F# relies on slow .NET features

I reported earlier that the N-Queens problem on F# was too slow. I translated the benchmark in C# and it ran 2X faster than F#. It was essentially the same program… lots of recursion and list processing. So how can F# be 2X slower than C# for the same code? One simple instruction: isinst. I learned long ago that type checking on the CLR is too slow for dynamic languages. Though F# is statically typed, it still performs type checking on discriminated union types. Specifically, operations on lists must always check if the list is null. F# does this by checking if the object is a Nil class: “obj is Nil” in C#. Type checking is extremely slow and should be avoided whenever possible in hotspots. List processing is definitely a hot spot.

When I rewrote the N-Queens problem I used my own list class which used null to represent Nil. Checking “obj == null” is extremely fast. I then modified my list to use a Nil class and performance dropped down to F# speed. The solution I used with my Scheme compiler was to use null to represent the end of the list. An alternative is skip the nil check and wrap the list access in a try-catch. It only fails in the exceptional situation anyway, since properly written code will check for nil before it calls hd. This should speed up list performance dramatically.

F# performance on N-Queens problem

I’m writing a bunch of Scheme benchmarks in F#. The N-Queens problem is determining how to place 8 queens on an 8×8 chess board so all are safe. Computing all 92 possibilities does a fair amount of recursive function calls and list processing. To do this 2000 times with F# takes about 17 seconds. For comparison, it takes 26 seconds with Scheme48 (a Scheme interpreter). Compiled implementations of Scheme can solve this problem in 2 to 3 seconds. Why is F# only 2X faster than Scheme48? I’ll report the rest of the benchmarks later.

Overriding extension methods in C# 3.0

A language that properly supports modularity must deal with name collisions. In C# 3.0, extension methods allow us to dynamically add new methods to another class. So what happens when methods collide? If I add the same method signature (name + parameters) to a class, what will the compiler do?

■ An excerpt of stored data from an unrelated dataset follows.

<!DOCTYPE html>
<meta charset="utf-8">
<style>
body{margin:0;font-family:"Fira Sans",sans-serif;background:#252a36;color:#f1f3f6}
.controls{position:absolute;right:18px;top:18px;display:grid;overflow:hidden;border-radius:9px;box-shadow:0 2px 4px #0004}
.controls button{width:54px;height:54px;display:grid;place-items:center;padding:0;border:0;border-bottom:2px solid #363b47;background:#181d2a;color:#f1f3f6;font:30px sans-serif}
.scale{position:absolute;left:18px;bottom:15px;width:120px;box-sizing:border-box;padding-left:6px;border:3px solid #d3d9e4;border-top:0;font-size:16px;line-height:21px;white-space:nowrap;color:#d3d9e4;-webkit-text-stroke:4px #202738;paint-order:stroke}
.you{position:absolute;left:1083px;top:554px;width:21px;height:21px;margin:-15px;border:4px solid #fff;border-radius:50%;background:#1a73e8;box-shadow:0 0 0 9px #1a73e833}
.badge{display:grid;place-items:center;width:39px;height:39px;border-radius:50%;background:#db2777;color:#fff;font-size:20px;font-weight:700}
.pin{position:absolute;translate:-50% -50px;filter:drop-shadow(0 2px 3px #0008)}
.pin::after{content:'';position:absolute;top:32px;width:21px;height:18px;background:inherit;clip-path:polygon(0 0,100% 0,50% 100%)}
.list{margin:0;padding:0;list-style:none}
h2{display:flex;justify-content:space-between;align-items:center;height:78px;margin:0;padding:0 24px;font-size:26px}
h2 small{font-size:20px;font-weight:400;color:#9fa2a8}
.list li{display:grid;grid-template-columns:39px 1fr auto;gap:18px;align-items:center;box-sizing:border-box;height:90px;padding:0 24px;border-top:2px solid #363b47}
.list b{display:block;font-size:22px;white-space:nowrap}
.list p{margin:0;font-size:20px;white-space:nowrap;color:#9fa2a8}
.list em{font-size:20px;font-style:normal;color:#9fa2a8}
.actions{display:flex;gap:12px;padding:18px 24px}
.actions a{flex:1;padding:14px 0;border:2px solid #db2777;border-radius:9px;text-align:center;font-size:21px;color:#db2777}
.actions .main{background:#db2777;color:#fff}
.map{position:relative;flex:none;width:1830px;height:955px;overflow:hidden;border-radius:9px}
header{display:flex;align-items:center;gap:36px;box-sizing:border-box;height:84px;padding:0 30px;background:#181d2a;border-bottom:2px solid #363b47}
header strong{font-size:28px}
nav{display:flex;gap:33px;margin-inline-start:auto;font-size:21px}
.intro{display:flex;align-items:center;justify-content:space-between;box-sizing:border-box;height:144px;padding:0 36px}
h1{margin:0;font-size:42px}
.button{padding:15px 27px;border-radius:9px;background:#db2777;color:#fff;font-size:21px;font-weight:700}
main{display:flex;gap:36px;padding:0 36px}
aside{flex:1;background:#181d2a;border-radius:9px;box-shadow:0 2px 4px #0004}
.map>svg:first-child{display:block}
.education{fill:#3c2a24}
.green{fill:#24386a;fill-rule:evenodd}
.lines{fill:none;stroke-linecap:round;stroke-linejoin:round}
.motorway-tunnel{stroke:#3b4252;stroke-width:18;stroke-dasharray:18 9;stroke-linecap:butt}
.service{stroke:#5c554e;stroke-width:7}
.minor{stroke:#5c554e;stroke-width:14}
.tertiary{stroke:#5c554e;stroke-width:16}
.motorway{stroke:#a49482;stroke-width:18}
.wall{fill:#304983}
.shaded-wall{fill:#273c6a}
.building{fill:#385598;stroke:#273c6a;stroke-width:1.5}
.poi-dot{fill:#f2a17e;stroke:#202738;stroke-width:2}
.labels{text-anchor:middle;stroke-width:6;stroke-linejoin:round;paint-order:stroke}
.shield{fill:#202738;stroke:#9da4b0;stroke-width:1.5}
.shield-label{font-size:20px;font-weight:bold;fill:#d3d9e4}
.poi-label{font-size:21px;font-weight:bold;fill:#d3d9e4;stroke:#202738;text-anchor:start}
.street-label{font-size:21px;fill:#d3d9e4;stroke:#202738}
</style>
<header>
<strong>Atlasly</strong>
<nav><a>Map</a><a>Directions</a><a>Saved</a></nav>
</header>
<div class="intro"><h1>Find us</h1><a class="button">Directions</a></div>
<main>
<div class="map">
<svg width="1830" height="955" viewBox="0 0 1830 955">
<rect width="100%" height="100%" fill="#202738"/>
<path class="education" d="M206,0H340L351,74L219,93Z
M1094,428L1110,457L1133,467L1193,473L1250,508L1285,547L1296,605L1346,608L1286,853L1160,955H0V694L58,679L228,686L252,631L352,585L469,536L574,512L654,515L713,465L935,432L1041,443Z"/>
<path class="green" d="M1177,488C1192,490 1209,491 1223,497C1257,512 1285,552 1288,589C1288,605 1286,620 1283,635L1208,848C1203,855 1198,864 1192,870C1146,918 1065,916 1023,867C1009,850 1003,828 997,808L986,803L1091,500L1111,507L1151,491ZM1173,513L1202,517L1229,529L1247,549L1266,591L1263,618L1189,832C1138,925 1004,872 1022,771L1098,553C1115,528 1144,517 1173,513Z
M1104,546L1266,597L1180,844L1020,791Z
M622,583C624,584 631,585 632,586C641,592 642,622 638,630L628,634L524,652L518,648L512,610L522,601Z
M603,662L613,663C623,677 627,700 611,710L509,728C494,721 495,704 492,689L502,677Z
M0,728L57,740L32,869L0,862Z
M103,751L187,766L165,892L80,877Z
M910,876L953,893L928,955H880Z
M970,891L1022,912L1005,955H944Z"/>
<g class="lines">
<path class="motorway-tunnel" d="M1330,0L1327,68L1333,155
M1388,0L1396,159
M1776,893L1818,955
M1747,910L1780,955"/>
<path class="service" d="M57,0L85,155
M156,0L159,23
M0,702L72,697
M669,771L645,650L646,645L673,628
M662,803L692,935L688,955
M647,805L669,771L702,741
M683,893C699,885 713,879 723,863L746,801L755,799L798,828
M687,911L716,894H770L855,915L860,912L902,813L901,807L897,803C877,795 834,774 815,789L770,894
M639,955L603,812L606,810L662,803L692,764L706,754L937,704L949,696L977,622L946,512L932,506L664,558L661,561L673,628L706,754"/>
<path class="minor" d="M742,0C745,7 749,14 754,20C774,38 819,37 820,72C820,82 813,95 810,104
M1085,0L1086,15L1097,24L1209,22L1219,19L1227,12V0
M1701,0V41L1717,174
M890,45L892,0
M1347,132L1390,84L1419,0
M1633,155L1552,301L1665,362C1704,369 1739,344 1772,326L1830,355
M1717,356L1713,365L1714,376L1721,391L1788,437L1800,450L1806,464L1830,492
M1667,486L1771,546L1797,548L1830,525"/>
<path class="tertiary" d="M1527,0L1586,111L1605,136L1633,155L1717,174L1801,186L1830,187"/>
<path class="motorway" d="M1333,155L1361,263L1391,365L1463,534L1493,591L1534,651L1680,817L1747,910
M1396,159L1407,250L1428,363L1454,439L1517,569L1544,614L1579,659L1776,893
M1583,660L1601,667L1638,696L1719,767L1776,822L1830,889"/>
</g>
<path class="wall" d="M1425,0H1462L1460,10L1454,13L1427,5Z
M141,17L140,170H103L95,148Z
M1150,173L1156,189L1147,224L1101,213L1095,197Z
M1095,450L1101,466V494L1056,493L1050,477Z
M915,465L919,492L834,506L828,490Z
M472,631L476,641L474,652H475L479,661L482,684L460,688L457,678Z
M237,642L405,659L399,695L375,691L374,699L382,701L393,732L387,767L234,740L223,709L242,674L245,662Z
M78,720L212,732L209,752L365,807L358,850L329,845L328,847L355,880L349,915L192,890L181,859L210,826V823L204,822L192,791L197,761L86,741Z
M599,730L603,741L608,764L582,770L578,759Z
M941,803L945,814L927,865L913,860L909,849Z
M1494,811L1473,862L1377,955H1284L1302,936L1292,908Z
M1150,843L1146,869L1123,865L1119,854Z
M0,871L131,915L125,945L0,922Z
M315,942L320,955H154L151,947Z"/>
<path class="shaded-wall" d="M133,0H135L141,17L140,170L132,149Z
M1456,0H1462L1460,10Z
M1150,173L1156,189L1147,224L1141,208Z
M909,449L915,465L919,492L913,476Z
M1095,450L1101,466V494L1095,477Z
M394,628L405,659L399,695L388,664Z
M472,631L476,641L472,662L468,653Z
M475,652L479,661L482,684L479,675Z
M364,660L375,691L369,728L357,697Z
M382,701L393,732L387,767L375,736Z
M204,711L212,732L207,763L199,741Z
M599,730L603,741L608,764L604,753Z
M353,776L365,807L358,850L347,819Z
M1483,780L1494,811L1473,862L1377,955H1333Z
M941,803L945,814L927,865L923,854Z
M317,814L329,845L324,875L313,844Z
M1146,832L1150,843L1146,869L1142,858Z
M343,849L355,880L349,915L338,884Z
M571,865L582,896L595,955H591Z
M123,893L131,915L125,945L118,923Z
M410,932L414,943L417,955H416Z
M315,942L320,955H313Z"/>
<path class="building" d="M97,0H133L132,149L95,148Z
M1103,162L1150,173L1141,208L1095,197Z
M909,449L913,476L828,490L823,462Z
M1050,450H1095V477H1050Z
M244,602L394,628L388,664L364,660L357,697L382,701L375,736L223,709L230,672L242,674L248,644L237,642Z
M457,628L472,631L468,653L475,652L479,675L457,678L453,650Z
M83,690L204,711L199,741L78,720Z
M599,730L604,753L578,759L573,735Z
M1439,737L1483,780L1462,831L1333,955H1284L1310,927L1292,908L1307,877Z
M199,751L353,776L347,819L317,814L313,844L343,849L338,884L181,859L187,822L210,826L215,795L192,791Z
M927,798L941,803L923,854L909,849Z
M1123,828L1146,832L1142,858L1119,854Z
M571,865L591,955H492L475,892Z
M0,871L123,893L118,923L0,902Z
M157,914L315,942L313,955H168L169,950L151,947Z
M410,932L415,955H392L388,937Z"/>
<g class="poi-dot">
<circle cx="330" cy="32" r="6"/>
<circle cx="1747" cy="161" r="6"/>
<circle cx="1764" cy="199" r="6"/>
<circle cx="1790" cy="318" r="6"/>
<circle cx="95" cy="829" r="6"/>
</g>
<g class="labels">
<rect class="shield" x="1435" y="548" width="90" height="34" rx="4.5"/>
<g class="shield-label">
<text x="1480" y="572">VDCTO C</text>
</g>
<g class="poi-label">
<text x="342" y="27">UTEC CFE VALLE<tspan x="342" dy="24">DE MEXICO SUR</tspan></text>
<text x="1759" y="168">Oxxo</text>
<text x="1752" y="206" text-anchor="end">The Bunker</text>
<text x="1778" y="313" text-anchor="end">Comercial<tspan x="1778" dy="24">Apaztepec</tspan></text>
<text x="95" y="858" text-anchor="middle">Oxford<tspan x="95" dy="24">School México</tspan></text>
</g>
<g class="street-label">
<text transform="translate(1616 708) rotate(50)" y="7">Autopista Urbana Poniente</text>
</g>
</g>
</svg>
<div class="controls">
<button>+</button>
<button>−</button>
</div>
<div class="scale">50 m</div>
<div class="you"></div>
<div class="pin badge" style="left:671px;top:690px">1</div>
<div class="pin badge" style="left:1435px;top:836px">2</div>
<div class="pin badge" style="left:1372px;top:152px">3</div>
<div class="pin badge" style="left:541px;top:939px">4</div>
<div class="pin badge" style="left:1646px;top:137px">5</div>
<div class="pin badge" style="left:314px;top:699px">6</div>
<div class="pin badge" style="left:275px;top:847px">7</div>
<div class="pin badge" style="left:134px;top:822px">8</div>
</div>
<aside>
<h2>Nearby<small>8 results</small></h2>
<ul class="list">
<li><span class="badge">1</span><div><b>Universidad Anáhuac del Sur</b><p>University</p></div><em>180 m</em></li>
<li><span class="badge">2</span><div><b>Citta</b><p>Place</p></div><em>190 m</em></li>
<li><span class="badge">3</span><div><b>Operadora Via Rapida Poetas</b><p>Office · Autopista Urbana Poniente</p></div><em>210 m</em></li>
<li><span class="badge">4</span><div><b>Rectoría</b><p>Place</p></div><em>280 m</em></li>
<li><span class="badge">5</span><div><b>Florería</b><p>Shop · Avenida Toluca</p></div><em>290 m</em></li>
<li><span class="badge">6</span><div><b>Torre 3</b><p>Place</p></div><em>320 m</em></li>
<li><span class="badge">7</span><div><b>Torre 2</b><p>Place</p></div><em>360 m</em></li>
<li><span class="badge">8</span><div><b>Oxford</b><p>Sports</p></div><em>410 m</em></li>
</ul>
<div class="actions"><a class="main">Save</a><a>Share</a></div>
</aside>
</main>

  • If I include two different namespaces, and both add the same method, the compiler warns that my method call is ambiguous. That’s good. But how can I explicitly specify which method I want?
  • If the method exists in another namespace and I add the same method, the compiler does not report that I’ve modified an existing method. This means my program could change if anyone working in the same namespace accidently modifies another method. The compiler should warn that I’ve changed an existing method.